Winter Gardens

The ambrotypes of Winter Gardens are a tribute to the rich and varied artwork of my female ancestors. In the rural New England culture I grew up in, women ran households, raised children, cooked, cleaned, canned – silent Penelopes at their looms fading into history as the world told and retold the story of Odysseus: men home from wars, home from jobs at the end of the day, home from travels.

I've spent years collecting remnants from the lives of these women, hoping to find the details of their lives. I find an occasional diary or recipe book, the odd postcard or letter. There are tin measuring cups, egg beaters, knives or favorite teacups – very rarely a sketch or painting. Most of what I've found has been needlework: embroidery, crocheted antimacassars, tablecloths, dolls clothes, huge wool afghans, delicately tatted handkerchiefs.

Here in these stitches are their stories, their battles, their journeys: long winter nights and short days when the sun never rose high in the sky. A lone woman sitting by a window, or huddled to a lamp; they hold the joys and sorrows, the frustrations and hopes, the untold stories, the unfought fights. The work of the hands a sort of medicine, a bit of beauty in a long, dark season.

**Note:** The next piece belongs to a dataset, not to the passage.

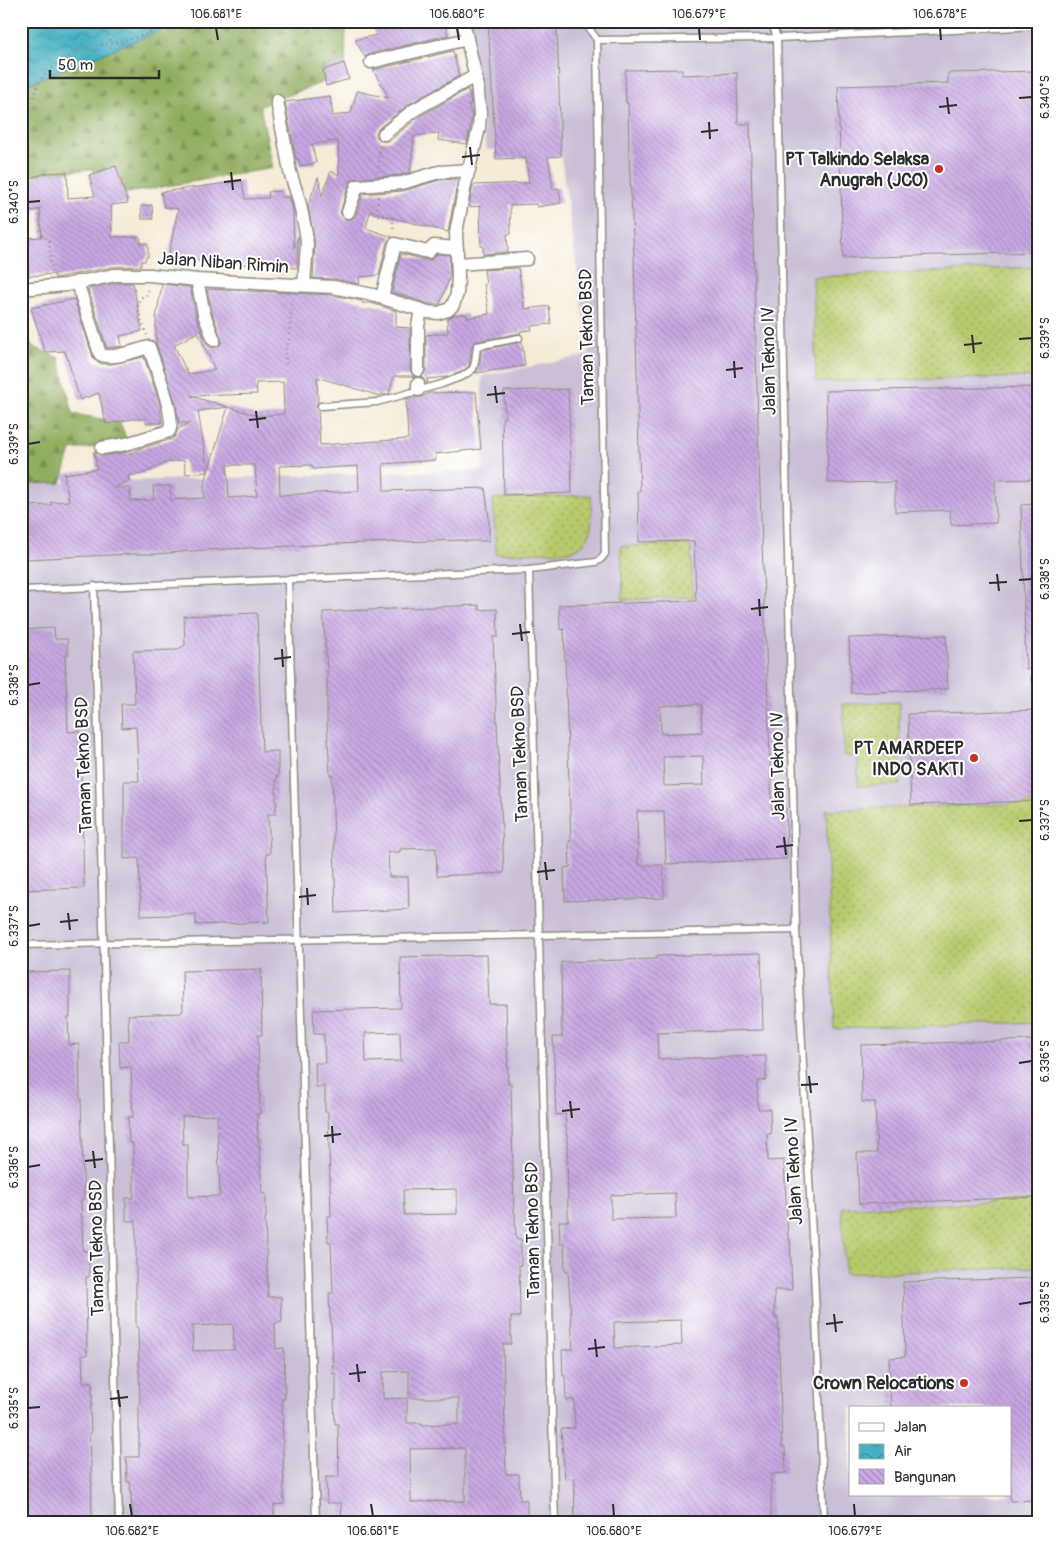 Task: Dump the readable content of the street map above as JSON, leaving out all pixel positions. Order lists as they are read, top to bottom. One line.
{"streets":{"street":["Jalan Niban Rimin"],"lane":["Taman Tekno BSD","Jalan Tekno IV"]},"places":["PT Talkindo Selaksa Anugrah (JCO)","PT AMARDEEP INDO SAKTI","Crown Relocations"],"legend":["Jalan","Air","Bangunan"],"scale_bar":"50 m","coordinates":["106.681°E","106.680°E","106.679°E","106.678°E","6.340°S","6.339°S","6.338°S","6.337°S","6.336°S","6.335°S","106.682°E"]}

Not long into the project I found myself considering my own winter's work, how different and yet the same it is to the work of the women before me. Slogging through the ice and snow between my studio and winter darkroom in the house,
making the plates became a way of enduring the cold days and low light. The plates I was making on fragile black glass comprised my half of the conversation: my work and theirs, both employing hands and patience and historical methods, both a bit frivolous, both a remedy for winter's seeming eternity.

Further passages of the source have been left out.